Seven Dead in Crash

BEDFORD, Mass. (AP) —
Shooting, Museum, Arrest, France (WBZTV/WFXT )
Shooting, Museum, Arrest, France (WBZTV/WFXT
)

Philadelphia Inquirer co-owner Lewis Katz was killed along with six other people in a fiery plane crash in Massachusetts, just days after reaching a deal that many hoped would end months of infighting at the newspaper and help restore it to its former glory.

The 72-year-old businessman’s Gulfstream corporate jet ran off the end of a runway, plunged down an embankment and erupted in a fireball during a takeoff attempt Saturday night at Hanscom Field outside Boston, authorities said. There were no survivors.

Katz was returning to New Jersey from a gathering at the home of Pulitzer Prize-winning historian Doris Kearns Goodwin.  Also killed was a next-door neighbor of Katz’s, Anne Leeds, a 74-year-old retired preschool teacher he had invited along.

The identities of the other victims weren’t immediately released. Nancy Phillips, Katz’s longtime partner and city editor at the Inquirer, was not aboard.

Luke Schiada, an NTSB senior air safety investigation officer, said it was too early to speculate on what caused the accident that occurred at about 9:40 p.m. Saturday as the flight attempted to make its way back to Atlantic City.

“We haven’t ruled out anything, but there is no reason to suggest it was anything but an accident,” he said at a Sunday afternoon news conference.

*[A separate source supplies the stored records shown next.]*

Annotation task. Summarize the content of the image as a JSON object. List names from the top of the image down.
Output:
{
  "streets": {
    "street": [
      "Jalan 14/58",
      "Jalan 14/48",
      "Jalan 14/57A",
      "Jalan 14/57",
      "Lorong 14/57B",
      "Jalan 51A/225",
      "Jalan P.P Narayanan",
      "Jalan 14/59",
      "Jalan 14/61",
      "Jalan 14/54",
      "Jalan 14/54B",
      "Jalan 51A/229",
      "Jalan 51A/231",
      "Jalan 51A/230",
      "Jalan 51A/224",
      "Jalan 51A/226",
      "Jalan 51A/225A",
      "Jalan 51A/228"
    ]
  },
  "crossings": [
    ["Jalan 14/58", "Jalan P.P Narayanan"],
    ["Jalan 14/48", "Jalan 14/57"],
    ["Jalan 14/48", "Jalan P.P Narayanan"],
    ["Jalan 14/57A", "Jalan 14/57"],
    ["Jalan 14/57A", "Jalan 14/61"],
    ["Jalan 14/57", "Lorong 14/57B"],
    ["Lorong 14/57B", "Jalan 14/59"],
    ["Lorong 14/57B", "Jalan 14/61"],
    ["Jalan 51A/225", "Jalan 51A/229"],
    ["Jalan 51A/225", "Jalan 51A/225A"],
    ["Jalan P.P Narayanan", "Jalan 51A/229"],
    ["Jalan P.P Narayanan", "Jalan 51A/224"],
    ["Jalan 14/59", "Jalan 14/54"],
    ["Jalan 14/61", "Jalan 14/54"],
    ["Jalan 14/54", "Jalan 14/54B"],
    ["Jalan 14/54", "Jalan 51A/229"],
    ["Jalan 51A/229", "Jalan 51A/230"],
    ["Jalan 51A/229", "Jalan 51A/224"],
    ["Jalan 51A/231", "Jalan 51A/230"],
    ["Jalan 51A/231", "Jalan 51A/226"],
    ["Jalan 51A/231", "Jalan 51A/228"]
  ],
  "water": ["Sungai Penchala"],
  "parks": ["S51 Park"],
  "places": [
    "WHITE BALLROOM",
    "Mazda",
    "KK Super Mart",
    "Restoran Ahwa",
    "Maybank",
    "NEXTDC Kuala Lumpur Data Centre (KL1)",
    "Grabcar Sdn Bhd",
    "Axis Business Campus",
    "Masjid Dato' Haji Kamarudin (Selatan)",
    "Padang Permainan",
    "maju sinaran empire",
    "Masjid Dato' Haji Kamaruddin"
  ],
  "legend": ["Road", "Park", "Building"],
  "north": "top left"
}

The plane rolled into the grass, struck an antenna that is part of the airport’s instrument landing system, crashed through a chain link fence, then down an embankment into a gully with water about 2,000 feet (600 meters) from the end of the paved surface of the runway. The jet’s remains were fragmented and partially burned after “a significant post-crash fire,” Schiada said.

Schiada, who traveled from New York to head up the investigation, said that one witness had told authorities that the aircraft had never left the ground.

Authorities were still removing the remains of the passengers from the site and searching for the flight data recorder and cockpit voice recorder on Sunday afternoon, Schiada said.

Katz and business partner H.F. Lenfest last week bought out their partners for $88 million, gaining control of the media company that owns the Inquirer.

“We’ve lost a great friend,” Inquirer editor Bill Marimow said in a statement to the newspaper.

Katz, 72, also co-owned Philadelphia’s Daily News and Philly.com, and was formerly the owner of professional sports teams the newspaper said on its website.

Lenfest told the newspaper: “It is a severe loss, but I am pleased to announce that Drew Katz, Lewis’s son, will replace his father on the board of our new company.”